## DESCRIPTION OF THE TASK
The reply should consist of the full listing, repeated word for word.

## INPUT
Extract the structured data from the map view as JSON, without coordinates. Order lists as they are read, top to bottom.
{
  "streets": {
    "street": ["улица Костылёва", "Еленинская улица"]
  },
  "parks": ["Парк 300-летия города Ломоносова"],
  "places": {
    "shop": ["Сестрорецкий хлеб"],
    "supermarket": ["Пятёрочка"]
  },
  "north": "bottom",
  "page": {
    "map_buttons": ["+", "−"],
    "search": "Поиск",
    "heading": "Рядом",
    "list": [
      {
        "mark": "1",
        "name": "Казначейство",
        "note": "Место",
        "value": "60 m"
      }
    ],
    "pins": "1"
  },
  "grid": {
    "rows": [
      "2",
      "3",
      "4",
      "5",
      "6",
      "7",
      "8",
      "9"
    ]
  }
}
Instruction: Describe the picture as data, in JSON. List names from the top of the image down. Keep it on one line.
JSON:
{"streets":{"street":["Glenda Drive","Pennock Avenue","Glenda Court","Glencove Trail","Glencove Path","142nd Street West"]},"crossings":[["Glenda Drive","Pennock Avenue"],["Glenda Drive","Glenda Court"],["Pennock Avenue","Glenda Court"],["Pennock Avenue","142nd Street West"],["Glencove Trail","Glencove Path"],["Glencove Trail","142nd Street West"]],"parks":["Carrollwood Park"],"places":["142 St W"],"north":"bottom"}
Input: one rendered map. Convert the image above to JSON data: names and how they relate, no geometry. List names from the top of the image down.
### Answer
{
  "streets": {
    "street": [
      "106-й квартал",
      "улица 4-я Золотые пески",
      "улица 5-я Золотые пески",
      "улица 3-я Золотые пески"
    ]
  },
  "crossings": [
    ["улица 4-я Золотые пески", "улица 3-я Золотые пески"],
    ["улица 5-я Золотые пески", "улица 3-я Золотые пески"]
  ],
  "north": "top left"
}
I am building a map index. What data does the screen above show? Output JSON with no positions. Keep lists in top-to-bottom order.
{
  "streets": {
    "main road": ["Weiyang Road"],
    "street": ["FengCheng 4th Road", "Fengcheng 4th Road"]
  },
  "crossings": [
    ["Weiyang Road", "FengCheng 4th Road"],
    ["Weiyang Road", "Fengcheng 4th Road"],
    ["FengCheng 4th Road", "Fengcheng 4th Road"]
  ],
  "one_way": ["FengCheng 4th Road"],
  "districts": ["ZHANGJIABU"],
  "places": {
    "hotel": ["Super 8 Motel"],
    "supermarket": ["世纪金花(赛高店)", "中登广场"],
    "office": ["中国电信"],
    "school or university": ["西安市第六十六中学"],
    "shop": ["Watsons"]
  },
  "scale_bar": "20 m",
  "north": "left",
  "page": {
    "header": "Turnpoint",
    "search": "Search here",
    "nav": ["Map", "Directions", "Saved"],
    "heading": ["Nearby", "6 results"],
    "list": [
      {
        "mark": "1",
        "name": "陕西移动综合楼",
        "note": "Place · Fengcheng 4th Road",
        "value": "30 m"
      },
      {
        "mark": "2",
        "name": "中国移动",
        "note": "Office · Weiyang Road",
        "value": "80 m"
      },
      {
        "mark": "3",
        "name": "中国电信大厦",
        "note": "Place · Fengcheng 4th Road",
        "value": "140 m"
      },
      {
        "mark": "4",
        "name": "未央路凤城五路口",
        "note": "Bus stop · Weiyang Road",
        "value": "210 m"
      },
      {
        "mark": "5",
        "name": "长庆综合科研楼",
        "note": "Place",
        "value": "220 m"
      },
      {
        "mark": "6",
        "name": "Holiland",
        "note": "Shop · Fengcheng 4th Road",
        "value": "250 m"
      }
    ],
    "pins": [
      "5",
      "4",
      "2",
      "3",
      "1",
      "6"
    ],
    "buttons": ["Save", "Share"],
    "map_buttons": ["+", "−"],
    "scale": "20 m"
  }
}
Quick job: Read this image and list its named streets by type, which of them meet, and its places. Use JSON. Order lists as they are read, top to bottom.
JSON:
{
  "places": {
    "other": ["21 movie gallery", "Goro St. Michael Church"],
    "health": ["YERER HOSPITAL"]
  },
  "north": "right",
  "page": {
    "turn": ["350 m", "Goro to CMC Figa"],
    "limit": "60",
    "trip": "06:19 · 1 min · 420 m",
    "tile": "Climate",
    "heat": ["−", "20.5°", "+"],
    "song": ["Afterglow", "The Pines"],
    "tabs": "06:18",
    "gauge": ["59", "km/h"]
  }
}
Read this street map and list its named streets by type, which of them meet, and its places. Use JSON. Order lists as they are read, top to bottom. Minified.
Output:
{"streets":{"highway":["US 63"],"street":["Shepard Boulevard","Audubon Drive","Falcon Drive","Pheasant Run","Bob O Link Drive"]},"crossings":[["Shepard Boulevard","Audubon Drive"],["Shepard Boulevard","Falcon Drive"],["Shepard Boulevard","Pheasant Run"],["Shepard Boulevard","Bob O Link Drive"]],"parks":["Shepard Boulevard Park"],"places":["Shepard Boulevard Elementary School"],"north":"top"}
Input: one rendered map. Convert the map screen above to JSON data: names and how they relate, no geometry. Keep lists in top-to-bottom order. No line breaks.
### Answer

## RESPONSE AREA
Extract the structured data from the map view as JSON, without coordinates. Order lists as they are read, top to bottom.
{
  "streets": {
    "street": ["улица Костылёва", "Еленинская улица"]
  },
  "parks": ["Парк 300-летия города Ломоносова"],
  "places": {
    "shop": ["Сестрорецкий хлеб"],
    "supermarket": ["Пятёрочка"]
  },
  "north": "bottom",
  "page": {
    "map_buttons": ["+", "−"],
    "search": "Поиск",
    "heading": "Рядом",
    "list": [
      {
        "mark": "1",
        "name": "Казначейство",
        "note": "Место",
        "value": "60 m"
      }
    ],
    "pins": "1"
  },
  "grid": {
    "rows": [
      "2",
      "3",
      "4",
      "5",
      "6",
      "7",
      "8",
      "9"
    ]
  }
}
Instruction: Describe the picture as data, in JSON. List names from the top of the image down. Keep it on one line.
JSON:
{"streets":{"street":["Glenda Drive","Pennock Avenue","Glenda Court","Glencove Trail","Glencove Path","142nd Street West"]},"crossings":[["Glenda Drive","Pennock Avenue"],["Glenda Drive","Glenda Court"],["Pennock Avenue","Glenda Court"],["Pennock Avenue","142nd Street West"],["Glencove Trail","Glencove Path"],["Glencove Trail","142nd Street West"]],"parks":["Carrollwood Park"],"places":["142 St W"],"north":"bottom"}
Input: one rendered map. Convert the image above to JSON data: names and how they relate, no geometry. List names from the top of the image down.
### Answer
{
  "streets": {
    "street": [
      "106-й квартал",
      "улица 4-я Золотые пески",
      "улица 5-я Золотые пески",
      "улица 3-я Золотые пески"
    ]
  },
  "crossings": [
    ["улица 4-я Золотые пески", "улица 3-я Золотые пески"],
    ["улица 5-я Золотые пески", "улица 3-я Золотые пески"]
  ],
  "north": "top left"
}
I am building a map index. What data does the screen above show? Output JSON with no positions. Keep lists in top-to-bottom order.
{
  "streets": {
    "main road": ["Weiyang Road"],
    "street": ["FengCheng 4th Road", "Fengcheng 4th Road"]
  },
  "crossings": [
    ["Weiyang Road", "FengCheng 4th Road"],
    ["Weiyang Road", "Fengcheng 4th Road"],
    ["FengCheng 4th Road", "Fengcheng 4th Road"]
  ],
  "one_way": ["FengCheng 4th Road"],
  "districts": ["ZHANGJIABU"],
  "places": {
    "hotel": ["Super 8 Motel"],
    "supermarket": ["世纪金花(赛高店)", "中登广场"],
    "office": ["中国电信"],
    "school or university": ["西安市第六十六中学"],
    "shop": ["Watsons"]
  },
  "scale_bar": "20 m",
  "north": "left",
  "page": {
    "header": "Turnpoint",
    "search": "Search here",
    "nav": ["Map", "Directions", "Saved"],
    "heading": ["Nearby", "6 results"],
    "list": [
      {
        "mark": "1",
        "name": "陕西移动综合楼",
        "note": "Place · Fengcheng 4th Road",
        "value": "30 m"
      },
      {
        "mark": "2",
        "name": "中国移动",
        "note": "Office · Weiyang Road",
        "value": "80 m"
      },
      {
        "mark": "3",
        "name": "中国电信大厦",
        "note": "Place · Fengcheng 4th Road",
        "value": "140 m"
      },
      {
        "mark": "4",
        "name": "未央路凤城五路口",
        "note": "Bus stop · Weiyang Road",
        "value": "210 m"
      },
      {
        "mark": "5",
        "name": "长庆综合科研楼",
        "note": "Place",
        "value": "220 m"
      },
      {
        "mark": "6",
        "name": "Holiland",
        "note": "Shop · Fengcheng 4th Road",
        "value": "250 m"
      }
    ],
    "pins": [
      "5",
      "4",
      "2",
      "3",
      "1",
      "6"
    ],
    "buttons": ["Save", "Share"],
    "map_buttons": ["+", "−"],
    "scale": "20 m"
  }
}
Quick job: Read this image and list its named streets by type, which of them meet, and its places. Use JSON. Order lists as they are read, top to bottom.
JSON:
{
  "places": {
    "other": ["21 movie gallery", "Goro St. Michael Church"],
    "health": ["YERER HOSPITAL"]
  },
  "north": "right",
  "page": {
    "turn": ["350 m", "Goro to CMC Figa"],
    "limit": "60",
    "trip": "06:19 · 1 min · 420 m",
    "tile": "Climate",
    "heat": ["−", "20.5°", "+"],
    "song": ["Afterglow", "The Pines"],
    "tabs": "06:18",
    "gauge": ["59", "km/h"]
  }
}
Read this street map and list its named streets by type, which of them meet, and its places. Use JSON. Order lists as they are read, top to bottom. Minified.
Output:
{"streets":{"highway":["US 63"],"street":["Shepard Boulevard","Audubon Drive","Falcon Drive","Pheasant Run","Bob O Link Drive"]},"crossings":[["Shepard Boulevard","Audubon Drive"],["Shepard Boulevard","Falcon Drive"],["Shepard Boulevard","Pheasant Run"],["Shepard Boulevard","Bob O Link Drive"]],"parks":["Shepard Boulevard Park"],"places":["Shepard Boulevard Elementary School"],"north":"top"}
Input: one rendered map. Convert the map screen above to JSON data: names and how they relate, no geometry. Keep lists in top-to-bottom order. No line breaks.
### Answer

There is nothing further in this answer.